Apple introduced iCal in September, 2002. It came with the Mac and allowed users to make a virtual calendar instead of one that was pinned on their office or home wall. Everyone loved the idea, and every update to OS X has brought something new to the app. iCloud has been used as a sync service with iOS devices and other Macs since 10.7 Lion, and the most recent update, 10.8 Mountain Lion, added Notification Center support, search suggestions, a new date picker, and more. There’s still more in the now-renamed Calendar app than meets the eye though. Let’s go over some of the ten-year-old app’s more covert features.
There’s Not Just One Calendar
Most people think that Calendar has no options for an additional agenda, like one for work or a home project that takes some time to get done. However, you can add as many of these as you’d like, the method of doing so is just concealed.
Users don’t know these are here because Apple hides them away in a side menu. Instead of a + button like the one for adding events, you have to click the Calendar’s button in the top right corner, right-click the white space below items you already have in there, and click New Calendar. The new creation starts out named “Untitled,” but you can give it whatever heading you’d like.
Adding a new calendar is easy.
Each calendar is color-coded to help you remember which is which when browsing your tasks. If you’re unhappy with the random color that Calendar chose for you when you first created the datebook, right click it, click “Get Info,” and select one of the seven colors from the drop-down menu to the right.
The “Other…” button will let give you the ability to select another color using OS X’s Color Picker. While you’re in this screen, you can also add a description to the calendar, tell the app not to alert you for events added to it, and make all events added to it affect whether you’re free or busy.

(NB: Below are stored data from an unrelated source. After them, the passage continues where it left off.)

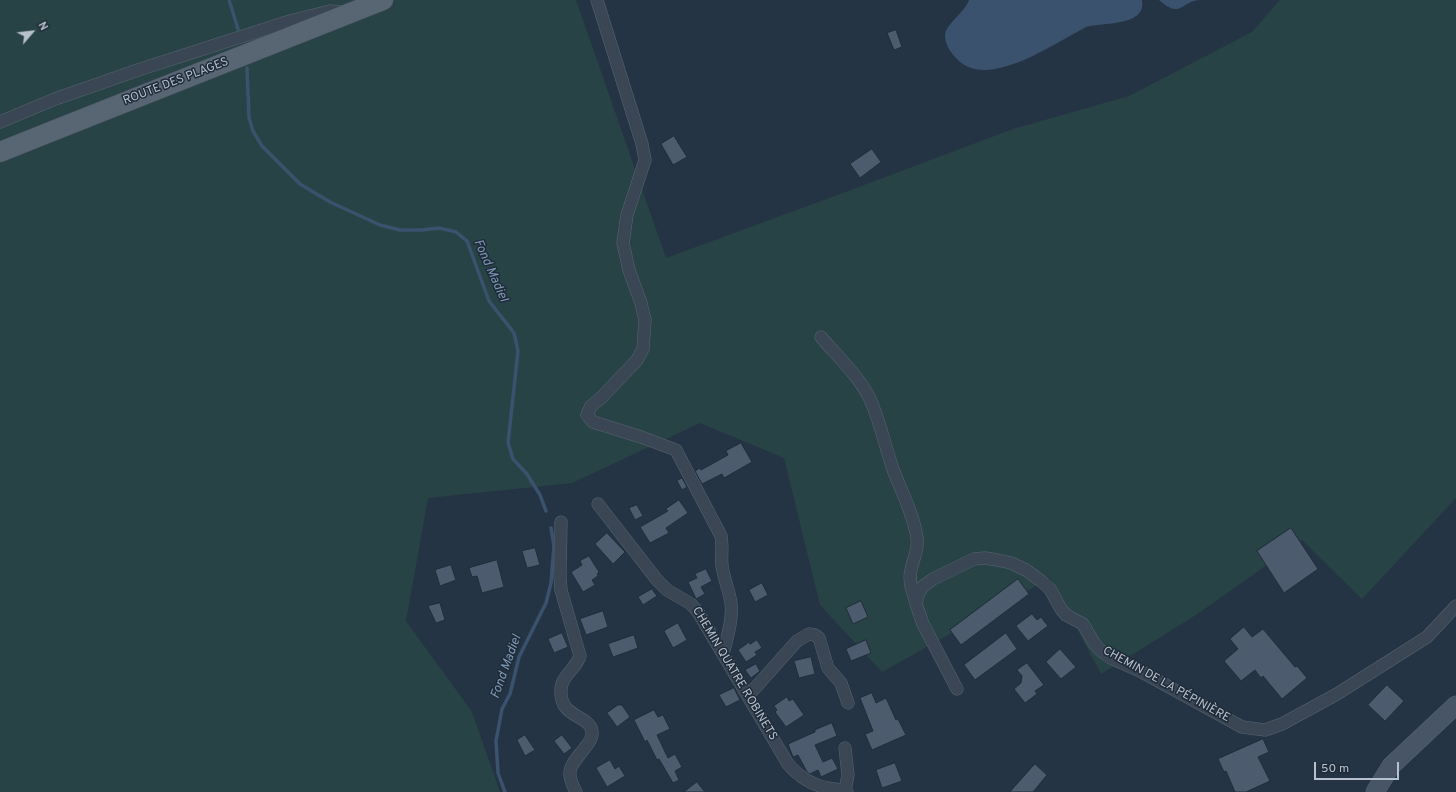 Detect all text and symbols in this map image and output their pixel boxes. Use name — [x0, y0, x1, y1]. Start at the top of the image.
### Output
north arrow — [12, 12, 52, 52]
text: N — [35, 20, 51, 33]
street label: ROUTE DES PLAGES — [121, 55, 231, 109]
water label: Fond Madiel — [469, 237, 511, 305]
street label: CHEMIN QUATRE ROBINETS — [688, 605, 780, 743]
water label: Fond Madiel — [488, 633, 526, 701]
street label: CHEMIN DE LA PÉPINIÈRE — [1100, 644, 1232, 726]
scale bar — [1316, 754, 1401, 780]
text: 50 m — [1321, 761, 1349, 777] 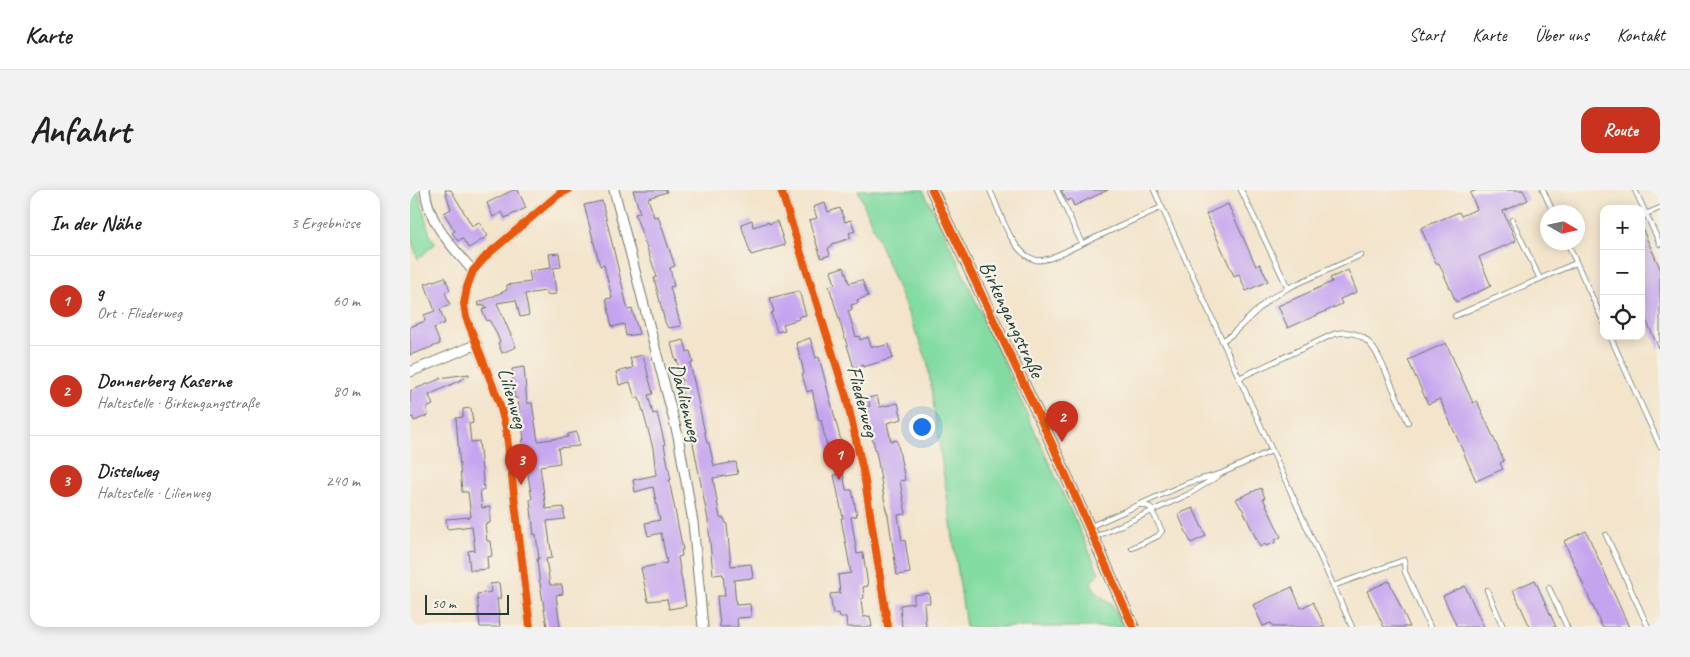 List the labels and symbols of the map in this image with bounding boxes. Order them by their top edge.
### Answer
north arrow [1540,205,1585,250]
street label: Birkengangstraße [974,257,1051,383]
street label: Dahlienweg [664,360,709,445]
street label: Fliederweg [841,363,885,441]
street label: Lilienweg [492,365,534,433]
pin: 2 [1046,401,1078,442]
your location [909,414,935,440]
pin: 1 [823,439,855,480]
pin: 3 [505,444,537,485]
scale bar [425,592,509,615] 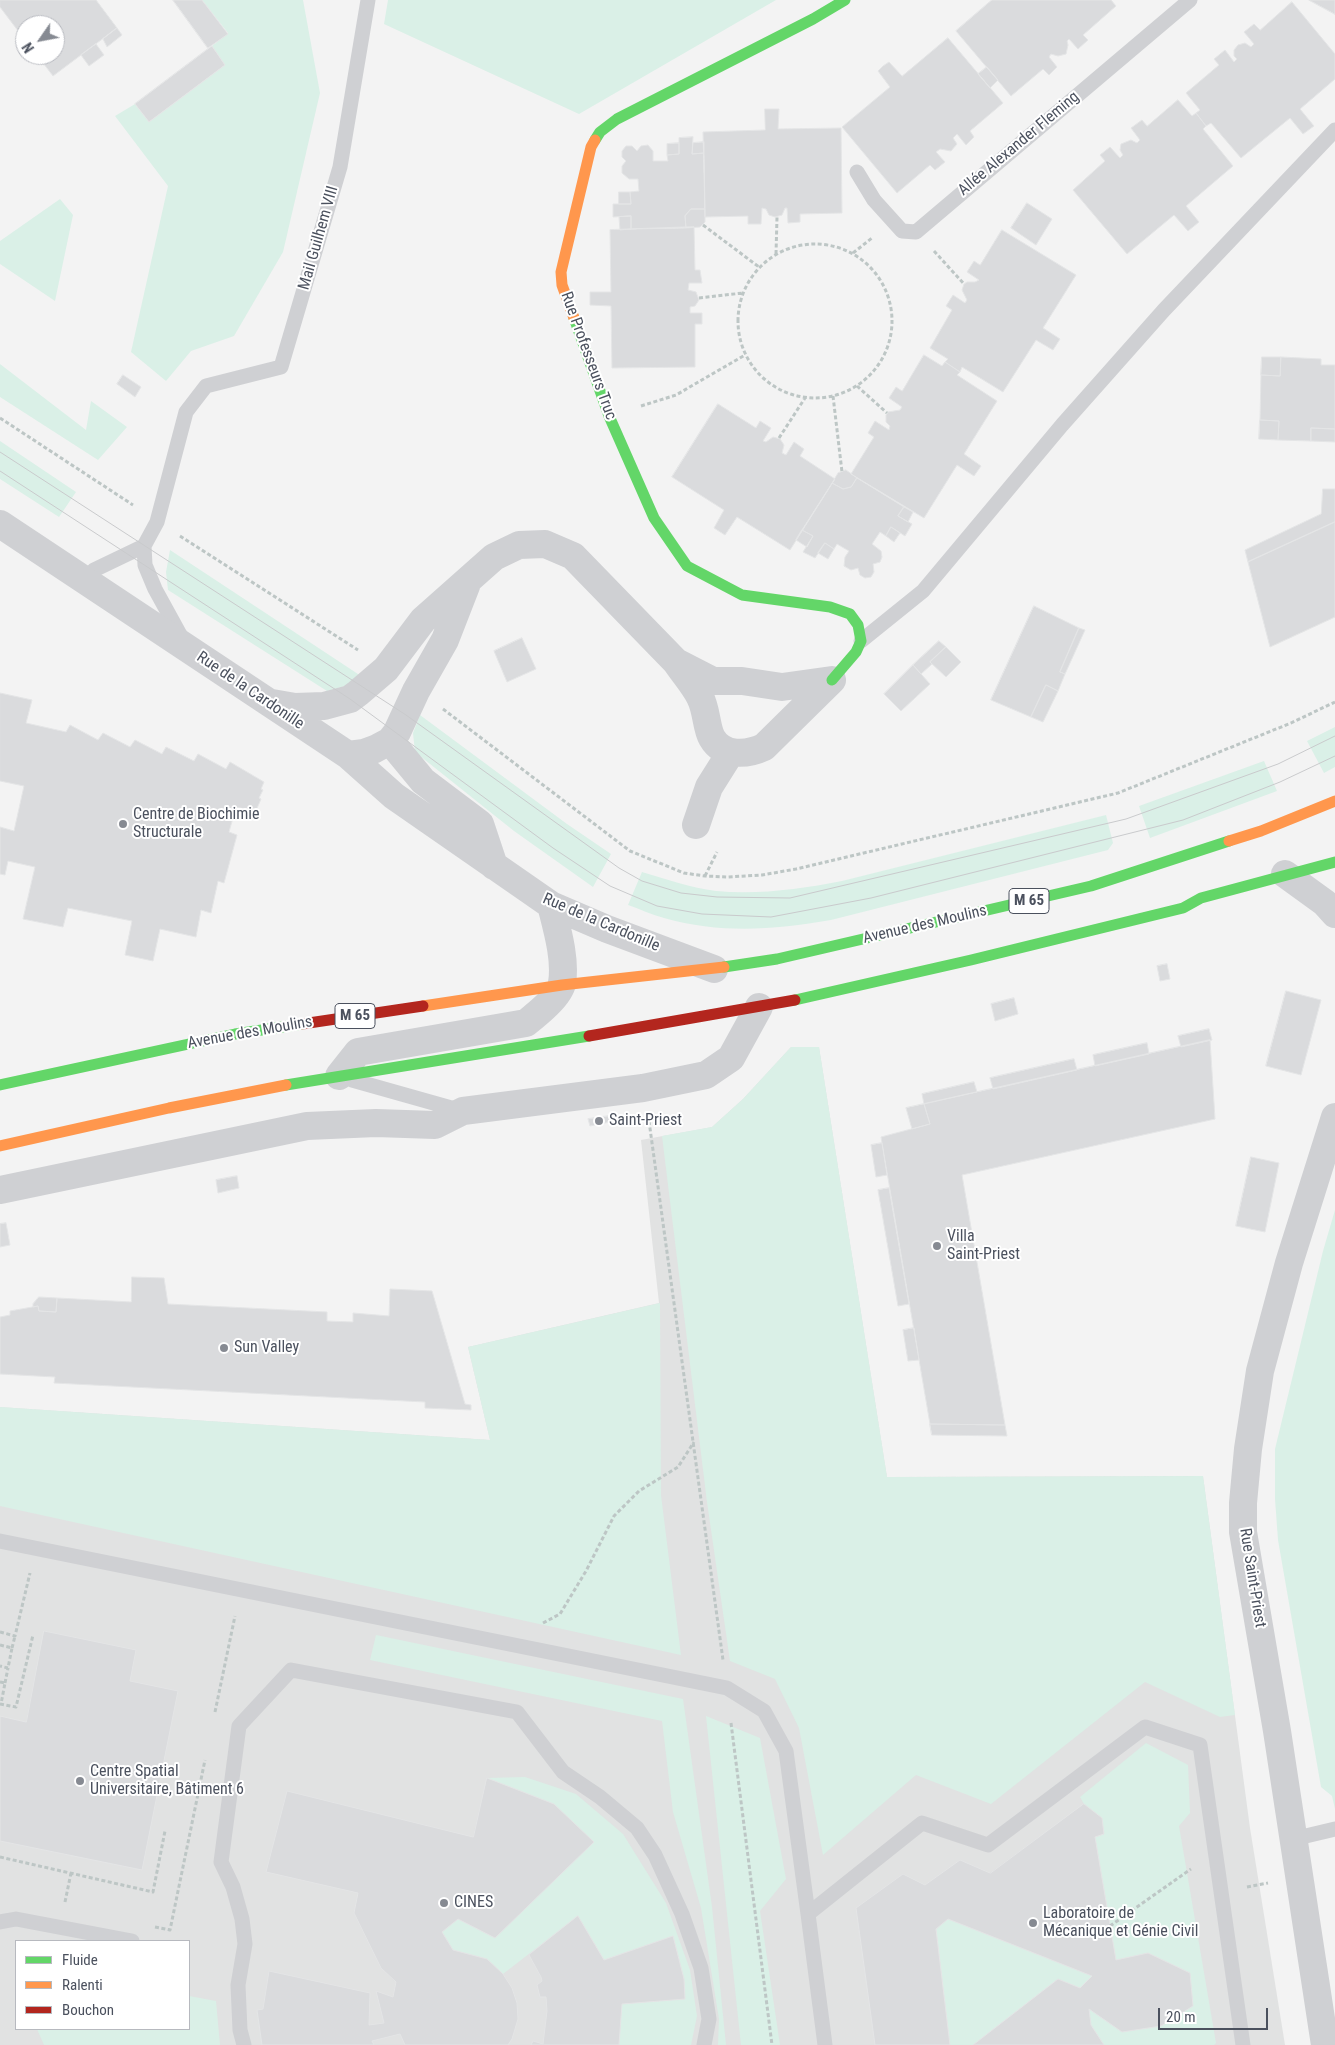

Tip: Share a calendar by hovering over it and clicking the transmitter icon. You can then send it to a contact or a specific email address for their viewing. There’s also a Public Calendar box if you want to send a few people the link.
Using the Get Info pane to edit an existing calendar.
To set a main calendar — since you probably have a few now that you know how to add them — head to Preferences, click the General tab, and select one from the Default Calendar menu. All events added to the calendar will then use that, unless you change it to something else in the “Get Info” pane.
Unfortunately, there’s no way to make events at a certain time become assigned to one calendar and not the default one. Maybe that’ll show up in a future release.
Quickly Add Events by Clicking Twice
Double-click an event to edit it faster.
Double-clicking is used in many areas of the Mac, but not as many as Windows. In Microsoft’s operating system, opening an application used to take two clicks instead of one. In Calendar, Apple integrated double-clicking well for a single task: quickly create a new event. You can double-click any day of the month (when in that view) to add an event to it. A name can be added to this new event and once you’re finished, you can even drag it to another day if you’ve rescheduled.
To edit an event, just double-click it as well. A small pop-up will appear with an “Edit” and “Done” button. Click “Edit” to change everything about the event. This is a perfect alternative to right-clicking the event and clicking “Get Info” because it’s not a separate window and feels more connected to the app you’re using. When you’re finished, just click done and click anywhere else on the screen to exit.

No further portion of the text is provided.